**What this task involves:** In the records below, some lines hold the word "casing". Copy each of those lines.

Stored data entries:
%%

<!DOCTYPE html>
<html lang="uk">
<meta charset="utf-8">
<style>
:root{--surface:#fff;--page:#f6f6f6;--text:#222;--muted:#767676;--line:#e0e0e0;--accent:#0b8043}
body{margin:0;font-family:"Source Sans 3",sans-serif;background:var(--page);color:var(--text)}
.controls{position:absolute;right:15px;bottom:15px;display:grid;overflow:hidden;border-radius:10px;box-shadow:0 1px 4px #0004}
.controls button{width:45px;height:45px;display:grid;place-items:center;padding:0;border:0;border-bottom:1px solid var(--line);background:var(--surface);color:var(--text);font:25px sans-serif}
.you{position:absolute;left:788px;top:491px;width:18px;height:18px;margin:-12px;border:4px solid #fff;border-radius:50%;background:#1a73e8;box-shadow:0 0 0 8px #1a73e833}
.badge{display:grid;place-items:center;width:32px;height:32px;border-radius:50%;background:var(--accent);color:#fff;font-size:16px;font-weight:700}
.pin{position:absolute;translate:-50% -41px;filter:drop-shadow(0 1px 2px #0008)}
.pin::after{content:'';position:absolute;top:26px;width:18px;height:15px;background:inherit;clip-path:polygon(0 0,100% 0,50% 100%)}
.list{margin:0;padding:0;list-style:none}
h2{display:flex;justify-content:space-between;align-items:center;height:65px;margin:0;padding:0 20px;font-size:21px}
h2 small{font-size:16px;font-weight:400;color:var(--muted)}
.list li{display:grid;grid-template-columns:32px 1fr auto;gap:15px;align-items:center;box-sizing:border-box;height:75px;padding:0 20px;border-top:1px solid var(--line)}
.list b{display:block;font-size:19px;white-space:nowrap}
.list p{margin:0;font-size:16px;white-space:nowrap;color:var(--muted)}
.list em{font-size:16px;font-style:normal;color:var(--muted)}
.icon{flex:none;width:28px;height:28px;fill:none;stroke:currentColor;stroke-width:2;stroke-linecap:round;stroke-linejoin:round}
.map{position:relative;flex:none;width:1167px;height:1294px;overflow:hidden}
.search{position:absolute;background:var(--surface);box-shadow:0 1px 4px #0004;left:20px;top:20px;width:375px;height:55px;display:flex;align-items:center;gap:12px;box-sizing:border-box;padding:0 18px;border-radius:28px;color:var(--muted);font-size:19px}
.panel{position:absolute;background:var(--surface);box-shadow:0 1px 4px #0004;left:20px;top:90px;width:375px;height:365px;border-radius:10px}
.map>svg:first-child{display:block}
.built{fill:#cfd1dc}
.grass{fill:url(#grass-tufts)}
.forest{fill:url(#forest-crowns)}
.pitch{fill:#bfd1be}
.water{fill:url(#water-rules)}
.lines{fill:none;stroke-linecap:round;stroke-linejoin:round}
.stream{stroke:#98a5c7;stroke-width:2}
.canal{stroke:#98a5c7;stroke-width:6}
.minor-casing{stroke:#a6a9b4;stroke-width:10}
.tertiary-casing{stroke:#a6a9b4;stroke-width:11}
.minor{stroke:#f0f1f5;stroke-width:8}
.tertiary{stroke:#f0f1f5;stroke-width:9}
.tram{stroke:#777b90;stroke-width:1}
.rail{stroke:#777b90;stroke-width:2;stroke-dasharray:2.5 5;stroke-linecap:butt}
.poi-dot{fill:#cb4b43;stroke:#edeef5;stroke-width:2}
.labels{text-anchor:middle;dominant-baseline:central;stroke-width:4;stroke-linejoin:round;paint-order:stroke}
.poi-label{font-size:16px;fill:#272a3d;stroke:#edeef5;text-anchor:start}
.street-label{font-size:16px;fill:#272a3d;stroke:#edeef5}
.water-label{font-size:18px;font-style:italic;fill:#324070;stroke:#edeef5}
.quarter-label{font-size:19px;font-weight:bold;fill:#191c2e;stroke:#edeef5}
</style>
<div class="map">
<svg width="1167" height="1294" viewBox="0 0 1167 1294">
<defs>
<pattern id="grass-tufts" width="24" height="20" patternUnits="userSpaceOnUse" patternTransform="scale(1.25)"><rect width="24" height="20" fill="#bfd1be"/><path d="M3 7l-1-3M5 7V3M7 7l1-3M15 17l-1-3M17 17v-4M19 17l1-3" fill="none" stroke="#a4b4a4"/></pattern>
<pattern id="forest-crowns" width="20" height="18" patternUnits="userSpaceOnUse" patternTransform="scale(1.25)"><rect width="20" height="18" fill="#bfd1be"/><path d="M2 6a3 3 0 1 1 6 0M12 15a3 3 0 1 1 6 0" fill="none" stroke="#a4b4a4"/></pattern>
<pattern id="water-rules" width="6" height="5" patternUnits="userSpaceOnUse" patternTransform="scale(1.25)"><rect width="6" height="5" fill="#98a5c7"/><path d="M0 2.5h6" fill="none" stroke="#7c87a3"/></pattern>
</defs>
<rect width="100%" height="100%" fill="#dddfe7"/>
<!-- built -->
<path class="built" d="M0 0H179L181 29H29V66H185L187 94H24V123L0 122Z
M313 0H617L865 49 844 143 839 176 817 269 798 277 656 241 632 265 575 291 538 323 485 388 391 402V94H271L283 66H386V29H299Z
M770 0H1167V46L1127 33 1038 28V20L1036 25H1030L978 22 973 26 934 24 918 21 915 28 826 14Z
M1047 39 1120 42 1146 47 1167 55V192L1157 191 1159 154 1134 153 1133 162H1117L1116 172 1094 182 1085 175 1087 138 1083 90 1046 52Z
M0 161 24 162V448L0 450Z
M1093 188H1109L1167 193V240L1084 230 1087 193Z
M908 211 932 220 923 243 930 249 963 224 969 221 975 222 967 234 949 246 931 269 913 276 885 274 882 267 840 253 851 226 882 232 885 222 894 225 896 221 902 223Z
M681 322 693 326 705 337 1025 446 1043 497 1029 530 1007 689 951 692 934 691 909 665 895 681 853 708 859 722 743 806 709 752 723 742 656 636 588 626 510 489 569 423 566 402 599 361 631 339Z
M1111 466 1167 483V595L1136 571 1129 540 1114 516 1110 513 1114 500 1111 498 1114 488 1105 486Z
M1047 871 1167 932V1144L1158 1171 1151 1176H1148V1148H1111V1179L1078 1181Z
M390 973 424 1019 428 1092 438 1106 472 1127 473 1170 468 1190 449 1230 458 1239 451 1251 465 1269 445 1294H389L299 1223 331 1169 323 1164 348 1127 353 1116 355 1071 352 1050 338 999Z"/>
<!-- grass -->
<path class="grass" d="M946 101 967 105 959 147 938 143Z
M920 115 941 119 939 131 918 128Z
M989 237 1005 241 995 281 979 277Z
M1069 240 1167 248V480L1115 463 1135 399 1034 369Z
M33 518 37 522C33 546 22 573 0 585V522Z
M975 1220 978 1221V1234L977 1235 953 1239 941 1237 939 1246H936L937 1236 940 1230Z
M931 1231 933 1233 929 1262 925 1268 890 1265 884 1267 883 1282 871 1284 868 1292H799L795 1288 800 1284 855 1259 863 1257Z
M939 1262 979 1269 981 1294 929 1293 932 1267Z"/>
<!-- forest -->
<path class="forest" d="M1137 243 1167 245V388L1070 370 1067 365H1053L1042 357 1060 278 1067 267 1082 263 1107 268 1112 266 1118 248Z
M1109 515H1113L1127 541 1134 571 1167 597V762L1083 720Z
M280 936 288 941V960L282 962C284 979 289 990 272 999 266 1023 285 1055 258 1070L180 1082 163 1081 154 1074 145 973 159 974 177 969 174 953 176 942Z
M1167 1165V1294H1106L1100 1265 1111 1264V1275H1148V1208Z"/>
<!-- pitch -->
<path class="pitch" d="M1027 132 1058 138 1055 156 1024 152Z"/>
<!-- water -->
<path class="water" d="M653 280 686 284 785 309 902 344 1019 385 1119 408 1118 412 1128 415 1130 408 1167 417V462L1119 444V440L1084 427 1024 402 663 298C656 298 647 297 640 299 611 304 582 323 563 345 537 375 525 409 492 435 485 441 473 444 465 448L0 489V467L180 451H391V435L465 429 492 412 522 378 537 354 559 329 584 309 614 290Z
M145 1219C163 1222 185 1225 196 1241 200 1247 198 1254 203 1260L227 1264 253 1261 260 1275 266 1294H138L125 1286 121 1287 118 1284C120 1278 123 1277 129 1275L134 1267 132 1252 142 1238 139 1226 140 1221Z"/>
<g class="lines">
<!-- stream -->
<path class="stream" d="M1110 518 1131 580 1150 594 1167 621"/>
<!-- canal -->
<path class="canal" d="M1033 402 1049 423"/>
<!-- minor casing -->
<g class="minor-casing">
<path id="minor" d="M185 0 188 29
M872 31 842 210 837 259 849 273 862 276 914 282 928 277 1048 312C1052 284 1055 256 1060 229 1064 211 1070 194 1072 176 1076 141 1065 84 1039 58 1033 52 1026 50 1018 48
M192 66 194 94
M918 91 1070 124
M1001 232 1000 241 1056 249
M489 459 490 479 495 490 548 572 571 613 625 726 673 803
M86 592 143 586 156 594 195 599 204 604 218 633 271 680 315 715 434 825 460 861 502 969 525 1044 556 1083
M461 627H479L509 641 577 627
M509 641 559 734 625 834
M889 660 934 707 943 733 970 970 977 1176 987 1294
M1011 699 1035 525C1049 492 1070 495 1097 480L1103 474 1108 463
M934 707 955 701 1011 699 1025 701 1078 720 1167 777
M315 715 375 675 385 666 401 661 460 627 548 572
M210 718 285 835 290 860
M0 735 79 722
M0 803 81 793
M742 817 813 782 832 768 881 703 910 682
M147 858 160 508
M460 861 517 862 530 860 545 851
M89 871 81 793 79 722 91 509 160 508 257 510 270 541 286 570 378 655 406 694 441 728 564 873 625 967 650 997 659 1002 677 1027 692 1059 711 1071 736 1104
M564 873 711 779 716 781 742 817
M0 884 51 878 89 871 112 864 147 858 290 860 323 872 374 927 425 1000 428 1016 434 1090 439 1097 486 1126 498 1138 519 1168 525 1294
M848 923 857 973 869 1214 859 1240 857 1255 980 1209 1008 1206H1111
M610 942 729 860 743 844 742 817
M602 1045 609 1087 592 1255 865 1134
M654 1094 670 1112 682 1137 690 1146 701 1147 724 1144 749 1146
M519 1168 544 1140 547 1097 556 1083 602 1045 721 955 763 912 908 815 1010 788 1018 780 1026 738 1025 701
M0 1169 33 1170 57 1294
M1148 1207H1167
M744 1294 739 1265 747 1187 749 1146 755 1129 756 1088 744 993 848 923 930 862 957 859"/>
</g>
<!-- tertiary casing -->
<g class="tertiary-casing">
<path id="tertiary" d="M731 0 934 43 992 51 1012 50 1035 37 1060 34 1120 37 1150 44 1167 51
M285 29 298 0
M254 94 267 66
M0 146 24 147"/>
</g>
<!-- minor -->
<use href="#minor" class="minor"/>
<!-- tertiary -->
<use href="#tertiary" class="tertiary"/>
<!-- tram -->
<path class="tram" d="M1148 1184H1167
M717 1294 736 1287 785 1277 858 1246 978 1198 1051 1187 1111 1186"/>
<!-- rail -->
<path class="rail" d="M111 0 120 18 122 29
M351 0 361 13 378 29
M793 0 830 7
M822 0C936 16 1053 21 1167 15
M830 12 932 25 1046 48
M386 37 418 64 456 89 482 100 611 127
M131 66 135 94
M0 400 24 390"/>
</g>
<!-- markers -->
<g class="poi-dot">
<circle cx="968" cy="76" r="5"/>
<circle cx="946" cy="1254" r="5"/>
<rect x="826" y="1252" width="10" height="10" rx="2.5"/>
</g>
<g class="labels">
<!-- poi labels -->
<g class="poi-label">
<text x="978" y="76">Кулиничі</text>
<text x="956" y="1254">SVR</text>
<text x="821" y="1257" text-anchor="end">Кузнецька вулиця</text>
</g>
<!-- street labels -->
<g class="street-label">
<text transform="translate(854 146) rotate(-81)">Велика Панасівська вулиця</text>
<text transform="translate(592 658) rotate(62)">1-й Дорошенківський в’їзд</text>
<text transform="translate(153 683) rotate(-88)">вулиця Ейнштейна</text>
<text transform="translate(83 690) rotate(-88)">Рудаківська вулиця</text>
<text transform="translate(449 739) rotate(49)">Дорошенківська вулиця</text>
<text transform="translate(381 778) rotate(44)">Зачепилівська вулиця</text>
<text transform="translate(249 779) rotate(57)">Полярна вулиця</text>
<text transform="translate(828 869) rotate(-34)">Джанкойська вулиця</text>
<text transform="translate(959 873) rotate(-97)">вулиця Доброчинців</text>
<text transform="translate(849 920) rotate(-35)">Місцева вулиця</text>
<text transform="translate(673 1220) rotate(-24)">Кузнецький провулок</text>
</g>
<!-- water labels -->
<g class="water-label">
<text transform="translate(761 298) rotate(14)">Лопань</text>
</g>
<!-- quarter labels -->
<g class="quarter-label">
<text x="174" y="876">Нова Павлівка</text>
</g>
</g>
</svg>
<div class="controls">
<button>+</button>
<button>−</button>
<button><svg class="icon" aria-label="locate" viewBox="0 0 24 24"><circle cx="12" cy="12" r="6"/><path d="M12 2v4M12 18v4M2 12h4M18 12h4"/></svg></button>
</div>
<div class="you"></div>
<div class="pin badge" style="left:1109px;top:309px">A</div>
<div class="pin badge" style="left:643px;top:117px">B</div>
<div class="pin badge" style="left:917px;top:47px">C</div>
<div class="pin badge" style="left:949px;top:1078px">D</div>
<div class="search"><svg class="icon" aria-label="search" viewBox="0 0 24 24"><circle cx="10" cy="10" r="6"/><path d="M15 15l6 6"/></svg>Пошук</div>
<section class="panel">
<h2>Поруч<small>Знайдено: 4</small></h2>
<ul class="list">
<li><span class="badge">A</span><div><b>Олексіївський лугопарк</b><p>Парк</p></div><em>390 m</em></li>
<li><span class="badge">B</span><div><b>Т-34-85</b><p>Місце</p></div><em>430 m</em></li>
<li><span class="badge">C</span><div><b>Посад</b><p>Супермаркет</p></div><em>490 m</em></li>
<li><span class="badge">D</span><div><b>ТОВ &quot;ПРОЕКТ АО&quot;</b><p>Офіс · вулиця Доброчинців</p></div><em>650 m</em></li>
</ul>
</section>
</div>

%%

**Finished exercise:**
.minor-casing{stroke:#a6a9b4;stroke-width:10}
.tertiary-casing{stroke:#a6a9b4;stroke-width:11}
<!-- minor casing -->
<g class="minor-casing">
<!-- tertiary casing -->
<g class="tertiary-casing">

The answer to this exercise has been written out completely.